- ABOUT THIS EXERCISE -
Give back only the lines in the records below from the one with "function strokePath(path, color, width, dash)" to the one with "M665 398 685 401 678 442 659 439Z", both inclusive, word for word.
==== THE DATA ====
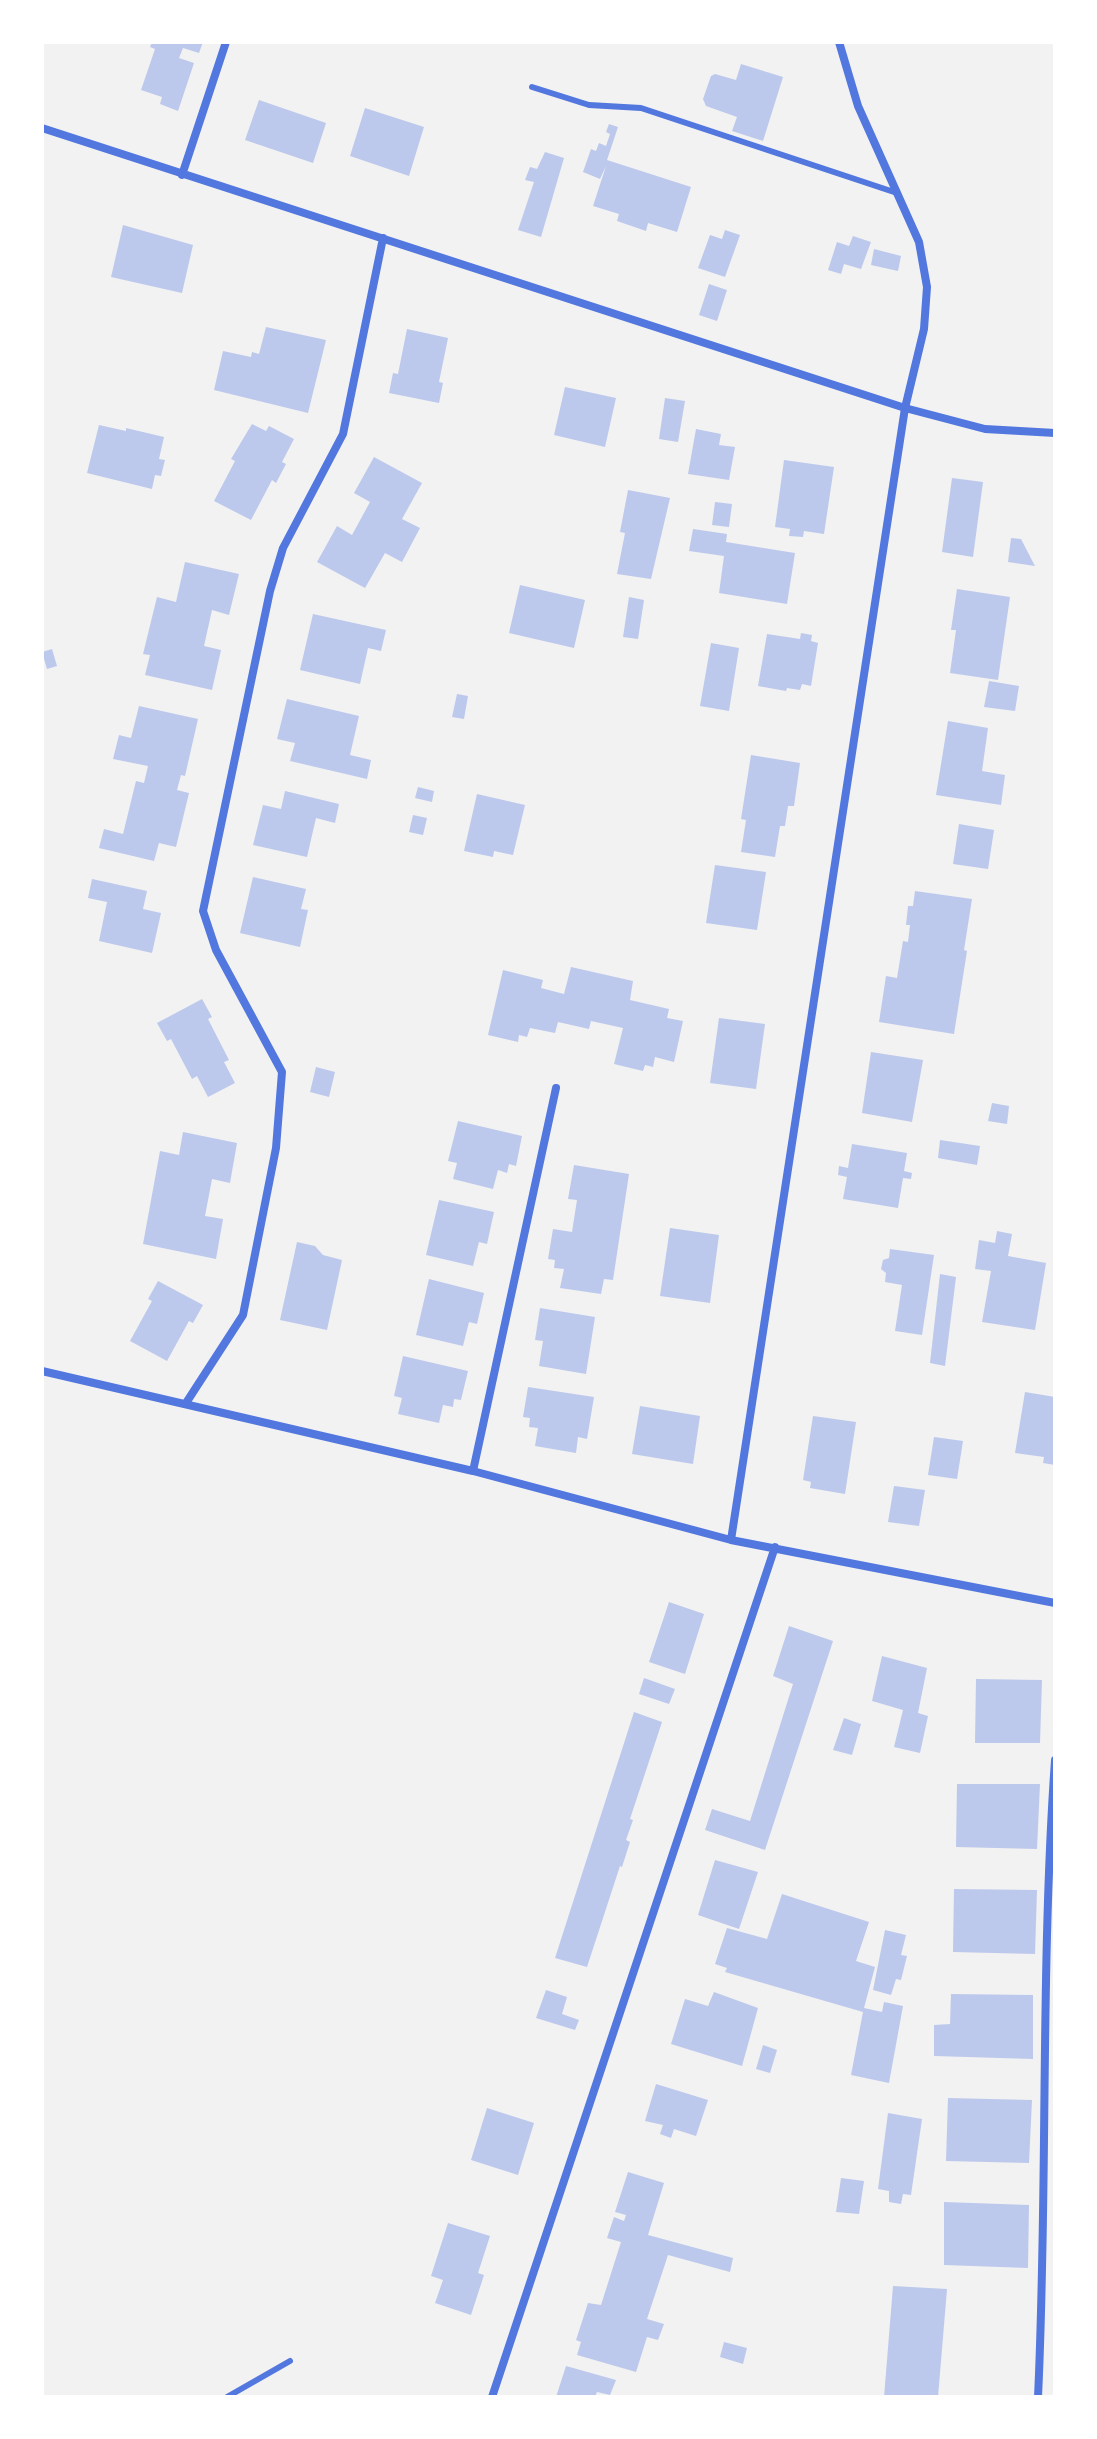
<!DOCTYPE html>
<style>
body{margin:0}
#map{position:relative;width:1097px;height:2439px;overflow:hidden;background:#f2f2f2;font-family:"Noto Sans",sans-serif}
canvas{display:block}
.frame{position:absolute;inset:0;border:44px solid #fff;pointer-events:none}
</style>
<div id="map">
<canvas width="1097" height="2439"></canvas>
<div class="frame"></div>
</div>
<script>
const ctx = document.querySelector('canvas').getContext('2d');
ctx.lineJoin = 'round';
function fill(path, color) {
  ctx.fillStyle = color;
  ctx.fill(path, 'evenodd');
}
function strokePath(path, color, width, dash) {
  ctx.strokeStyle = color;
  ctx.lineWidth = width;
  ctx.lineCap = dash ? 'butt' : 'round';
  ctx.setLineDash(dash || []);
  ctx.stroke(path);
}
const building = new Path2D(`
 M152 42H203L199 53 183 48 179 58 194 63 178 111 160 104 162 97 141 90 155 49 150 47Z
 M741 64 783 77 763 141 732 131 737 117 706 106 703 99 711 76 715 74 736 80Z
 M259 100 326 123 313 163 245 140Z
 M365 108 424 127 409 176 350 156Z
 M609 124 618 127 607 160 691 187 677 232 648 223 646 231 617 221 619 214 593 206 606 166 600 179 583 172 591 149 596 151 599 143 606 146 610 134 606 132Z
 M545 152 564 158 541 237 518 230 534 182 525 180 530 167 537 169Z
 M123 225 193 245 182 293 111 277Z
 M725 230 740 235 725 277 698 268 710 235 722 239Z
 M853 236 871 242 861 269 844 264 841 274 828 270 837 242 849 246Z
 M874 249 901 256 898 271 871 265Z
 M709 284 727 290 717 321 699 315Z
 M266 327 326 340 308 413 214 390 223 351 251 357 252 352 259 354Z
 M407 329 448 338 439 382 443 383 439 403 389 393 393 373 398 374Z
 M565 387 616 398 605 447 554 435Z
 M665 398 685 401 678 442 659 439Z
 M252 424 266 431 269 426 294 439 282 462 286 464 276 483 272 480 251 520 214 501 235 461 231 459Z
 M99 425 126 431V428L164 437 159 459 165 460 161 476 155 475 152 489 87 473Z
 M696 429 721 434 719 445 735 447 729 480 688 474Z
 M374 457 422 483 402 519 420 528 402 562 385 553 365 588 317 562 337 526 352 535 370 502 354 493Z
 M784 460 834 467 824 534 804 531 803 537 789 536 790 529 775 527Z
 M952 478 983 482 973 557 942 552Z
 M628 490 670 498 651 579 617 574 625 533 620 532Z
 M715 502 732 504 729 527 712 525Z
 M693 529 727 534 726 542 795 553 787 604 719 593 724 556 689 551Z
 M1011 538 1021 539 1035 566 1008 562Z
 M185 562 239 574 229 615 212 610 204 646 221 650 212 690 145 675 150 655 143 654 157 597 176 602Z
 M520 585 585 600 574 648 509 633Z
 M957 589 1010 597 998 680 950 673 956 630H951Z
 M629 597 644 600 638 639 623 637Z
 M313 614 386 630 381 651 368 648 360 684 300 670Z
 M801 633 812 635 811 641 818 643 811 686 802 684 800 690 787 688 786 691 758 686 767 634 800 639Z
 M711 643 739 648 729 711 700 706Z
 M52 649 57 666 47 669 42 652Z
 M989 681 1019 686 1015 711 984 707Z
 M457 694 468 696 464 719 452 717Z
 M287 699 359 716 350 755 371 760 367 779 290 761 295 743 277 739Z
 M139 706 198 719 185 776 181 775 177 790 189 793 176 847 159 843 154 861 99 848 104 829 123 834 136 781 144 783 148 766 113 759 119 735 131 738Z
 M948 721 988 728 982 771 1005 775 1001 805 936 795Z
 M751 755 800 763 794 806H788L785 826H780L775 857 741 852 746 820 741 819Z
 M418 787 434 791 432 802 415 798Z
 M285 791 339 804 335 823 316 818 307 857 253 845 263 805 281 809Z
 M477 794 525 805 513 855 494 851 493 857 464 851Z
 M413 815 427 818 423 835 409 832Z
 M959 824 994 830 988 869 953 864Z
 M715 865 766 872 757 930 706 923Z
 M253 877 306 889 301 909 308 910 300 947 240 933Z
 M92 879 147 891 143 909 161 913 152 953 99 941 107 902 88 898Z
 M915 891 972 899 964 950 967 951 954 1034 879 1022 886 976 897 978 903 941 908 942 910 925H906L908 906H913Z
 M571 967 633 981 630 1000 669 1009 667 1018 683 1021 674 1062 655 1057 653 1067 645 1065 643 1071 614 1064 623 1028 591 1021 589 1029 558 1022 555 1033 530 1028 527 1037 519 1035 518 1042 488 1035 503 970 543 980 541 988 564 994Z
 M202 999 212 1017 208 1019 229 1060 224 1062 235 1083 208 1097 197 1076 192 1079 171 1039 167 1041 157 1023Z
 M719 1018 765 1024 756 1089 710 1083Z
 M871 1052 923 1060 912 1122 862 1113Z
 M316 1067 335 1072 329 1097 310 1092Z
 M992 1103 1009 1106 1007 1124 988 1121Z
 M458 1121 522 1136 516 1166 509 1164 507 1173 498 1170 493 1189 453 1179 457 1163 448 1161Z
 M183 1132 237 1143 230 1183 212 1179 205 1216 223 1219 216 1259 143 1244 160 1151 179 1155Z
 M940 1140 980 1146 977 1165 938 1158Z
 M852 1144 907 1153 904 1171 912 1173 911 1179 903 1178 898 1208 843 1199 847 1177 838 1175 839 1166 848 1168Z
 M574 1165 629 1174 613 1280 604 1279 601 1294 560 1288 564 1269 554 1268 555 1260 548 1259 553 1229 572 1232 577 1200 568 1199Z
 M439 1200 494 1212 487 1244 479 1242 473 1266 426 1255Z
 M670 1228 719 1235 710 1303 660 1296Z
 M997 1231 1012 1234 1008 1256 1046 1263 1035 1330 982 1322 991 1271 975 1269 979 1240 995 1243Z
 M297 1242 315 1246 323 1255 342 1260 327 1330 280 1320Z
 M890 1249 934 1255 922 1335 895 1331 902 1285 885 1282 886 1273 881 1269 883 1260 889 1258Z
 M940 1274 956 1277 945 1366 930 1363Z
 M429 1279 484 1293 477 1324 469 1322 463 1346 416 1335Z
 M158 1281 203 1305 193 1323 189 1321 167 1361 130 1341 152 1301 148 1299Z
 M540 1308 595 1317 586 1374 539 1366 543 1341 535 1340Z
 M403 1356 468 1371 461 1400 454 1399 453 1407 443 1405 439 1423 398 1414 402 1398 394 1396Z
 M528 1387 594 1397 587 1439 578 1437 576 1453 535 1446 538 1428 529 1427 530 1418 523 1417Z
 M1025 1392 1055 1397V1465L1043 1463 1044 1457 1015 1453Z
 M640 1406 700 1416 693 1464 632 1454Z
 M813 1416 856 1422 845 1494 810 1488 811 1482 803 1480Z
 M934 1437 963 1441 957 1479 928 1475Z
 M894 1486 925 1490 919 1526 888 1522Z
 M669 1602 704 1614 685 1674 649 1662Z
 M789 1626 833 1641 765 1850 705 1830 712 1809 750 1821 793 1684 773 1676Z
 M882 1656 927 1668 918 1713 928 1716 920 1753 894 1747 903 1710 872 1701Z
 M644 1678 675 1689 669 1704 639 1694Z
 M976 1679 1042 1680 1040 1743H975Z
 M634 1712 662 1722 630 1819 633 1820 626 1840 630 1842 622 1867 620 1866 587 1967 555 1958Z
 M844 1718 861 1724 852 1755 833 1750Z
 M957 1784H1040L1037 1849 956 1847Z
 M715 1860 758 1872 739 1929 698 1915Z
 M954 1889 1037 1890 1035 1954 953 1952Z
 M782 1894 869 1922 856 1961 875 1967 864 2008 882 2012 884 2002 903 2006 889 2083 851 2075 863 2012 725 1972 727 1968 715 1964 727 1928 767 1939Z
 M885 1930 906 1935 901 1955 907 1956 901 1980 896 1979 891 1995 873 1990Z
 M546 1990 567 1997 562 2014 579 2020 575 2030 536 2018Z
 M714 1992 758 2008 742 2066 671 2044 685 1999 708 2006Z
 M951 1994 1033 1995V2059L934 2056V2025L950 2024Z
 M763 2045 777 2050 770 2073 756 2069Z
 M656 2084 708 2100 696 2136 674 2129 671 2138 660 2134 663 2125 645 2121Z
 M948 2098 1032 2100 1029 2163 946 2161Z
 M487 2108 534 2123 518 2175 471 2160Z
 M888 2113 922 2119 911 2195 903 2194 901 2204 889 2202V2191L878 2189Z
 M628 2172 664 2183 648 2235 733 2258 730 2272 668 2255 647 2319 664 2324 658 2340 647 2337 636 2372 577 2355 581 2342 576 2340 588 2303 601 2305 621 2242 607 2238 614 2217 624 2221 626 2215 615 2212Z
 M841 2178 864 2181 859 2214 836 2212Z
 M944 2202 1029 2205 1028 2268 944 2265Z
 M448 2223 490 2236 478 2273 484 2275 471 2315 435 2303 443 2280 431 2276Z
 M893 2286 947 2289 938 2397H884Z
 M724 2342 747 2348 743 2364 720 2357Z
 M566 2366 616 2380 610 2395 597 2392 595 2397H556Z`);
const service = new Path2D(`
 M532 87 589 105 641 108 897 193
 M227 2397 290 2361`);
const minor = new Path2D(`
 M42 128 905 408 985 429 1055 433
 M182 175 226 42
 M42 1371 473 1471 731 1540 1055 1603
 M186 1403 243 1315 276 1148 282 1072 216 950 203 911 270 591 283 548 343 434 383 238
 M473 1471 556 1088
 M731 1540 905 408 924 329 927 287 919 242 858 106 839 42
 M492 2397 775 1547
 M1038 2397C1048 2185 1040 1972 1055 1760`);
fill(building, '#bdc9ec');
strokePath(service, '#5277de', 6);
strokePath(minor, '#5277de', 8);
</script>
====
- TASK OUTPUT -
function strokePath(path, color, width, dash) {
  ctx.strokeStyle = color;
  ctx.lineWidth = width;
  ctx.lineCap = dash ? 'butt' : 'round';
  ctx.setLineDash(dash || []);
  ctx.stroke(path);
}
const building = new Path2D(`
 M152 42H203L199 53 183 48 179 58 194 63 178 111 160 104 162 97 141 90 155 49 150 47Z
 M741 64 783 77 763 141 732 131 737 117 706 106 703 99 711 76 715 74 736 80Z
 M259 100 326 123 313 163 245 140Z
 M365 108 424 127 409 176 350 156Z
 M609 124 618 127 607 160 691 187 677 232 648 223 646 231 617 221 619 214 593 206 606 166 600 179 583 172 591 149 596 151 599 143 606 146 610 134 606 132Z
 M545 152 564 158 541 237 518 230 534 182 525 180 530 167 537 169Z
 M123 225 193 245 182 293 111 277Z
 M725 230 740 235 725 277 698 268 710 235 722 239Z
 M853 236 871 242 861 269 844 264 841 274 828 270 837 242 849 246Z
 M874 249 901 256 898 271 871 265Z
 M709 284 727 290 717 321 699 315Z
 M266 327 326 340 308 413 214 390 223 351 251 357 252 352 259 354Z
 M407 329 448 338 439 382 443 383 439 403 389 393 393 373 398 374Z
 M565 387 616 398 605 447 554 435Z
 M665 398 685 401 678 442 659 439Z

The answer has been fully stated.